Il est crucial de combiner toutes les métriques et données d’expérience comme le score NPS
avec les données opérationnelles telles que le montant du panier moyen et les taux de
fidélisation de la clientèle.
Pour évaluer la CX et la satisfaction de la clientèle, les 3 indicateurs de performance clés (KPI)
qui sont à suivre de près sont les suivants : le NPS, le CES et le CSAT.

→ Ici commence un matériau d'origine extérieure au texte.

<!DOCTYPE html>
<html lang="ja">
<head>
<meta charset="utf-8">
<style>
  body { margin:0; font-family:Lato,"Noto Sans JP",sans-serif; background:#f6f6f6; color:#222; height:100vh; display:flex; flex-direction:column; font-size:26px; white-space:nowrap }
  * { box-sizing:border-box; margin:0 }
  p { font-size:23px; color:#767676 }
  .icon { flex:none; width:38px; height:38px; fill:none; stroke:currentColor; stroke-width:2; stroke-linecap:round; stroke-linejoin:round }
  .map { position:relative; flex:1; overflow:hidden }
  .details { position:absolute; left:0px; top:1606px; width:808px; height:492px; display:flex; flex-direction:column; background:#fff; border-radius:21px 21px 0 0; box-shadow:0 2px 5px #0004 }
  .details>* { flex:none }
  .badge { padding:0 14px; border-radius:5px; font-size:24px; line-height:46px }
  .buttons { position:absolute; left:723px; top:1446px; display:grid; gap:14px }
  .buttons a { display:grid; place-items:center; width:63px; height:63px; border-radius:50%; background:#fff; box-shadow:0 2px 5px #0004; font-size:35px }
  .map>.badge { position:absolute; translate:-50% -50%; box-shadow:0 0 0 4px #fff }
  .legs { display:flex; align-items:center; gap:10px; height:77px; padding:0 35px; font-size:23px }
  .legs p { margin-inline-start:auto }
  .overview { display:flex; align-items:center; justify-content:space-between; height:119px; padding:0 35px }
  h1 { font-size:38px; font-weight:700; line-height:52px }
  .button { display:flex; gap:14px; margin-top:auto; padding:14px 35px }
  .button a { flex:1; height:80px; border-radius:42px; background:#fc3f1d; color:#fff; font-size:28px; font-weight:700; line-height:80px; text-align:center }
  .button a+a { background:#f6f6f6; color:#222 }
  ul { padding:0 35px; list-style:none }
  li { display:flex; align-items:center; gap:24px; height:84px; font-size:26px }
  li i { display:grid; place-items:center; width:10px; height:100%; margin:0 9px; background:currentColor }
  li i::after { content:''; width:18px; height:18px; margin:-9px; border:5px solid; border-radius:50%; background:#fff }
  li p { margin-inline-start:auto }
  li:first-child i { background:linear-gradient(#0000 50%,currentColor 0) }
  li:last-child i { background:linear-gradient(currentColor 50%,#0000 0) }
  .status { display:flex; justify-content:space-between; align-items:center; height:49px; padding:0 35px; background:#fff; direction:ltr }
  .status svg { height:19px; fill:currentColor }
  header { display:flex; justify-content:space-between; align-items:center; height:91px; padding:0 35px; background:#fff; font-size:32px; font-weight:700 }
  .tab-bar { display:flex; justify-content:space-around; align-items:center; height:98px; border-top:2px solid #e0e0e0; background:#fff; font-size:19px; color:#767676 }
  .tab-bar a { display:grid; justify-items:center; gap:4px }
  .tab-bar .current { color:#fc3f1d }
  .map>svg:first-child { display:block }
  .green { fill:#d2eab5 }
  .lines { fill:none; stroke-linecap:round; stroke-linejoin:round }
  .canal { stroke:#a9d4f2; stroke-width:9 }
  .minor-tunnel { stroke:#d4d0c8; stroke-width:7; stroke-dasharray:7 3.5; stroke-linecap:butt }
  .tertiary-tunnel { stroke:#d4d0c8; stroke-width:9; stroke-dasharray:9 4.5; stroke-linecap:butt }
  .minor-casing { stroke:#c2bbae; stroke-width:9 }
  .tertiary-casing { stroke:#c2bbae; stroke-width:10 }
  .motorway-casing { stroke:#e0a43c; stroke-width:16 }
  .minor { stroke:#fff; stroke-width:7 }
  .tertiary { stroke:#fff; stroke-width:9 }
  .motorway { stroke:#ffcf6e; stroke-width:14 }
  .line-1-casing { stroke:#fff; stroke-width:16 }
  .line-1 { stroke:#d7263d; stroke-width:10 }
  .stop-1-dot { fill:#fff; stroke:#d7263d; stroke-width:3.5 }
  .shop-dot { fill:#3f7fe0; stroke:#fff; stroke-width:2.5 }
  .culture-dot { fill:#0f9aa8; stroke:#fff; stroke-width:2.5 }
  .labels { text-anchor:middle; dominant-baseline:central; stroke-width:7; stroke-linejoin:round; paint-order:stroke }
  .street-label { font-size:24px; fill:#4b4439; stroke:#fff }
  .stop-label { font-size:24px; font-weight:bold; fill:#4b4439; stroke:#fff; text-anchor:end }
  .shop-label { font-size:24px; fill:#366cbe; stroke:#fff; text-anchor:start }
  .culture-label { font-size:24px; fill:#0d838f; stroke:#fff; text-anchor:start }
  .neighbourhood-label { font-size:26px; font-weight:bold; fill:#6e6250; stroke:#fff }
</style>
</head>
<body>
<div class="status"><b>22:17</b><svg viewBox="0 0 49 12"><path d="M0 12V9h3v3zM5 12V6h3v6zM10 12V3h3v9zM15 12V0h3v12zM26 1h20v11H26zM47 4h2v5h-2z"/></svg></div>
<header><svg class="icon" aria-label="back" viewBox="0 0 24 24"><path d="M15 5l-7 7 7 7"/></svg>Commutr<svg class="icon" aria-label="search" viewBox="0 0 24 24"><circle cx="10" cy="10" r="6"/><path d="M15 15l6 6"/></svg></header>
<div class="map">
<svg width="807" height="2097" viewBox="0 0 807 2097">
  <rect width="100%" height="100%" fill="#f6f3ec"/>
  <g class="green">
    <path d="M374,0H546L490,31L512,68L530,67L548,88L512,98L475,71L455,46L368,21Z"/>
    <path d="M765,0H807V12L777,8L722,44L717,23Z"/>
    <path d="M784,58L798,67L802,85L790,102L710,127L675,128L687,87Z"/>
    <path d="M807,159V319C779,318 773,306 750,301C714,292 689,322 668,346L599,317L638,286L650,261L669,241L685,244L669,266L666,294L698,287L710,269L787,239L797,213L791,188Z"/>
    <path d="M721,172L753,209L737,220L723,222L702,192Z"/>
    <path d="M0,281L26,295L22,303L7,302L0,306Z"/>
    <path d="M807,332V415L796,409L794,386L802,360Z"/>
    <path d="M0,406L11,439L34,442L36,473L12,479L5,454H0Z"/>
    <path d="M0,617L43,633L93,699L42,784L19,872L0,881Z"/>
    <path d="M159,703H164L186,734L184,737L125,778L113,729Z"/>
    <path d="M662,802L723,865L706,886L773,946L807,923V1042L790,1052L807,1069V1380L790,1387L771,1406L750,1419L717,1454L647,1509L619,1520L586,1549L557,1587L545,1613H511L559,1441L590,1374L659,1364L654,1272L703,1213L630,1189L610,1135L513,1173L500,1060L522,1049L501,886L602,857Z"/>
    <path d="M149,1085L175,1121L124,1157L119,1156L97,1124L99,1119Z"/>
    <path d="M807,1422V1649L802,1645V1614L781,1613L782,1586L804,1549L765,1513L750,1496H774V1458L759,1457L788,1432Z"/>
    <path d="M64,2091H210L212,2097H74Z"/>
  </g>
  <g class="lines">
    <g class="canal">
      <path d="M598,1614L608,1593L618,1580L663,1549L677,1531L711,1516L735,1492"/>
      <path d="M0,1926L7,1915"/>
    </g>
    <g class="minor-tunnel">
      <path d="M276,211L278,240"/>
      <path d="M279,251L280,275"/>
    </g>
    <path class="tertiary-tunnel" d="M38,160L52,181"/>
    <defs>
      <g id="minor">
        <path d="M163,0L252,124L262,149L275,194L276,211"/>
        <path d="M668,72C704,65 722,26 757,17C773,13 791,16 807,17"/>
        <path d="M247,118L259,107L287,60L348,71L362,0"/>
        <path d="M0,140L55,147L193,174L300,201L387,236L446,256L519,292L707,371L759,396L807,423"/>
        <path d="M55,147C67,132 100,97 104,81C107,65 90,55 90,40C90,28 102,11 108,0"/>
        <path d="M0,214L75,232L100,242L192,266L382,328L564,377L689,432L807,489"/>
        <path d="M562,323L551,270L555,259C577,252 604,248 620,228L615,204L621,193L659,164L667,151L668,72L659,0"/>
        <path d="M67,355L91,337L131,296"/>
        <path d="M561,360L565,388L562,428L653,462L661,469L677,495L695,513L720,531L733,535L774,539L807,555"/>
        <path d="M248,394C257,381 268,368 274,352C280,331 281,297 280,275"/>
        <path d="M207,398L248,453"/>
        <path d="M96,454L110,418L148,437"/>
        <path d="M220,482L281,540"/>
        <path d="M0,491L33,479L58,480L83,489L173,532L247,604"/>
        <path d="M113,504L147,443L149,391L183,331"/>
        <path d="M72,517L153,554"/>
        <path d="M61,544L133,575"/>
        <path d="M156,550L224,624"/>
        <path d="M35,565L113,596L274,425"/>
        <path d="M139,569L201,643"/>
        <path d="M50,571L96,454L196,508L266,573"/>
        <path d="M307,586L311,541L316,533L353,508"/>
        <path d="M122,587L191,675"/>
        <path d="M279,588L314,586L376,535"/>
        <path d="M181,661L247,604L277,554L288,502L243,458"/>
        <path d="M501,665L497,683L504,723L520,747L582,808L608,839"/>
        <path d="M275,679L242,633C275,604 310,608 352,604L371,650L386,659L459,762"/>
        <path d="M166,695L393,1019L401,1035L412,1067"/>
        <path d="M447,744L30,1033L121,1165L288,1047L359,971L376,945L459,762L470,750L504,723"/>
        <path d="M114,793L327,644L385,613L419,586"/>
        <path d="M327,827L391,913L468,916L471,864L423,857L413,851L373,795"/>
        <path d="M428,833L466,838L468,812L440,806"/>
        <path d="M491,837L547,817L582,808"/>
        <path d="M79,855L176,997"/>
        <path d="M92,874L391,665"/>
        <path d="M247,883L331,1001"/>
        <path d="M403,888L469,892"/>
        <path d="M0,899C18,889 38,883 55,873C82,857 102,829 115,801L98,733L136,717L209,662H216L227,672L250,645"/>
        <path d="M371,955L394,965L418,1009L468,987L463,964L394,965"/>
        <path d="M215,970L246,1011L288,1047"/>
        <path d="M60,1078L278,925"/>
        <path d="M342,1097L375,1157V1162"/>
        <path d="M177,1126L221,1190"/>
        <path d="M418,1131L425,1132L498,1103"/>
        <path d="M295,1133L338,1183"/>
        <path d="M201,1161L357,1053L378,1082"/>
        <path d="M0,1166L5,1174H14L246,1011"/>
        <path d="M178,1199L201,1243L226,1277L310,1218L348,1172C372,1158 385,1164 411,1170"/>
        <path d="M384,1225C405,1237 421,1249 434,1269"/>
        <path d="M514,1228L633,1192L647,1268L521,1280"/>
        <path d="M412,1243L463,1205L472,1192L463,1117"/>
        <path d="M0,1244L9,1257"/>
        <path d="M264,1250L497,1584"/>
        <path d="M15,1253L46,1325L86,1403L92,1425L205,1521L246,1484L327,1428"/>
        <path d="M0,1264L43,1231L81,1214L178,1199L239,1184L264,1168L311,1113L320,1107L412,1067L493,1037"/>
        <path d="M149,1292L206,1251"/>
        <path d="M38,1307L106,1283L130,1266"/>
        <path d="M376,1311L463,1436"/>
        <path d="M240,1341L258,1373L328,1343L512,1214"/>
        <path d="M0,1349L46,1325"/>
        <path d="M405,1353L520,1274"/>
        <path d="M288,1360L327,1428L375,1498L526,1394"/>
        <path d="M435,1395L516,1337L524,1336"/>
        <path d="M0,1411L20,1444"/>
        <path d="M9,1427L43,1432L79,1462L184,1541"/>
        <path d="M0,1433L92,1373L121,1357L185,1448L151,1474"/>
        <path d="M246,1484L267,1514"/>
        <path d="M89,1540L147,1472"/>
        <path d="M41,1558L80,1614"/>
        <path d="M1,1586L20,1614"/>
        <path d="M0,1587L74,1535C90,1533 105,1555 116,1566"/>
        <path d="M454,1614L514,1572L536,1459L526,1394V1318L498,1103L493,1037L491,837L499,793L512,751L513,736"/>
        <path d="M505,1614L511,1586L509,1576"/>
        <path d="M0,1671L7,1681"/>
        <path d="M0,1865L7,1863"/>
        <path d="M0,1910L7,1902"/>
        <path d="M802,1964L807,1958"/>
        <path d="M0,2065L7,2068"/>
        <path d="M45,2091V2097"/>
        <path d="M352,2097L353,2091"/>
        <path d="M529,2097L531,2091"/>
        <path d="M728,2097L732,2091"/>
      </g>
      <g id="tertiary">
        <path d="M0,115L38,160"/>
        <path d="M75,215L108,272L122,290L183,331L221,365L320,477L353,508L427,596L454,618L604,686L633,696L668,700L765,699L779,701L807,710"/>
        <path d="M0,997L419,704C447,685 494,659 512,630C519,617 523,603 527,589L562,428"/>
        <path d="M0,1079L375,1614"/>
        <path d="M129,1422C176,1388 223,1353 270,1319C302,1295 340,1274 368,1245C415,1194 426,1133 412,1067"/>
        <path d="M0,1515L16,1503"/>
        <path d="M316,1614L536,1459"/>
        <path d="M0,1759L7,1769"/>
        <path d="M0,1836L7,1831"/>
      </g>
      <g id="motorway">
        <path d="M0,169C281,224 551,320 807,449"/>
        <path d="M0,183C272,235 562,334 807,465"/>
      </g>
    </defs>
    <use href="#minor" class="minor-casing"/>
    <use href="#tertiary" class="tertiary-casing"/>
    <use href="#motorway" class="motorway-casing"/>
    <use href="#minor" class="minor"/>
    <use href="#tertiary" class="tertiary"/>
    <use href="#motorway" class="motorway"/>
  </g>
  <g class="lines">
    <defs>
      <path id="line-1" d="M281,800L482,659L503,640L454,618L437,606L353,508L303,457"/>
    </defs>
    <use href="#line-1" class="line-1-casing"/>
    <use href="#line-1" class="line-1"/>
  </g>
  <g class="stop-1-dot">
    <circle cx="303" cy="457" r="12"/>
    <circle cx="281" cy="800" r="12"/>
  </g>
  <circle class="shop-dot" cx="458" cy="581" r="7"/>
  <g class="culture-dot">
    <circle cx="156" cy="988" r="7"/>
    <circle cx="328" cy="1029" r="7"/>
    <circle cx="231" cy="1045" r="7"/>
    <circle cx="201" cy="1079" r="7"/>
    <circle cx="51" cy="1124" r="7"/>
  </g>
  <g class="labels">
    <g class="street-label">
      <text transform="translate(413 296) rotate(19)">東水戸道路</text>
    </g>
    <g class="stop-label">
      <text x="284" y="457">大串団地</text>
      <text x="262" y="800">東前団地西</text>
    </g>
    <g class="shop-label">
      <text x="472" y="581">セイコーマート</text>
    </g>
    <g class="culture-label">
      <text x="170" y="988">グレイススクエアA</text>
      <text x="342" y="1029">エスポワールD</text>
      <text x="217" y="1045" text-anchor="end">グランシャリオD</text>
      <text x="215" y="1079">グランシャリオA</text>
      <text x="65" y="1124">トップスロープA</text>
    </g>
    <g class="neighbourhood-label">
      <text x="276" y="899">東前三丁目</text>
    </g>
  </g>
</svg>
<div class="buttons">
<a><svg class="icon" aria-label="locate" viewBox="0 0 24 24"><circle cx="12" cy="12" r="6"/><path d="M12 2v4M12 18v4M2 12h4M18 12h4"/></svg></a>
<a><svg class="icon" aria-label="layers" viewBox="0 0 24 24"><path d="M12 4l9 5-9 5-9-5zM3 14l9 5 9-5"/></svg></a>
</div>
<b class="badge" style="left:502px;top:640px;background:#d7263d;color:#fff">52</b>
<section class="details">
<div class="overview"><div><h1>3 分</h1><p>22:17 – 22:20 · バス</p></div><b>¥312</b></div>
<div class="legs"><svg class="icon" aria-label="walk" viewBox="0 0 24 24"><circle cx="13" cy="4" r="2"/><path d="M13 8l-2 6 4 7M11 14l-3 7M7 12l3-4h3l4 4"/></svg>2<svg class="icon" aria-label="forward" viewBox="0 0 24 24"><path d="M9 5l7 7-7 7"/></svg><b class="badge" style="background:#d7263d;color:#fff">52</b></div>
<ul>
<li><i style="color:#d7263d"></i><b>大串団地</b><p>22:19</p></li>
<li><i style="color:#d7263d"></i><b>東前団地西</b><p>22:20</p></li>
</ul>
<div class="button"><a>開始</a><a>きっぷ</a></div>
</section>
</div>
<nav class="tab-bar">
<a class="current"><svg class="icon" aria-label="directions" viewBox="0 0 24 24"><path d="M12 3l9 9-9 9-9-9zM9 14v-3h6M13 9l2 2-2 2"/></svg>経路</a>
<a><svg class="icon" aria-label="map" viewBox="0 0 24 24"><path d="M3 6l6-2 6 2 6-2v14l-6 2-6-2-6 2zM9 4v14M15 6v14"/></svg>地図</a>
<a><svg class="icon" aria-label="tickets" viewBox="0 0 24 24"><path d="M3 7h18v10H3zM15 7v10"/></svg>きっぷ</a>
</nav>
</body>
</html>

- Le Net Promoter Score (NPS), le NPS est une métrique marketing très utile pour
visualiser la part de clients prêts à recommander la marque même s’il doit être
interpréter prudemment. Le NPS score permet de mesurer sur le long terme la
perception de la marque. Cet indicateur est très largement utilisé par les entreprises
comme indicateur principal. Une seule question est posée : « recommanderiez-vous
l’expérience à un ami sur une échelle de 1 à 10 ? ». Pour les notes comprises entre 0 et
6, les répondants sont considérés comme des détracteurs : ils ne sont pas prescripteurs
de la marque. Pour les notes comprises entre 7 et 8, les répondants sont considérés
comme des passifs. Et enfin, entre 9 et 10 ce sont des ambassadeurs prescripteurs. Cet
indicateur est à compléter avec des interviews, toujours basées sur le vécu et les
souvenirs client, pour comprendre les raisons profondes de cet attachement ou de ce
désengagement.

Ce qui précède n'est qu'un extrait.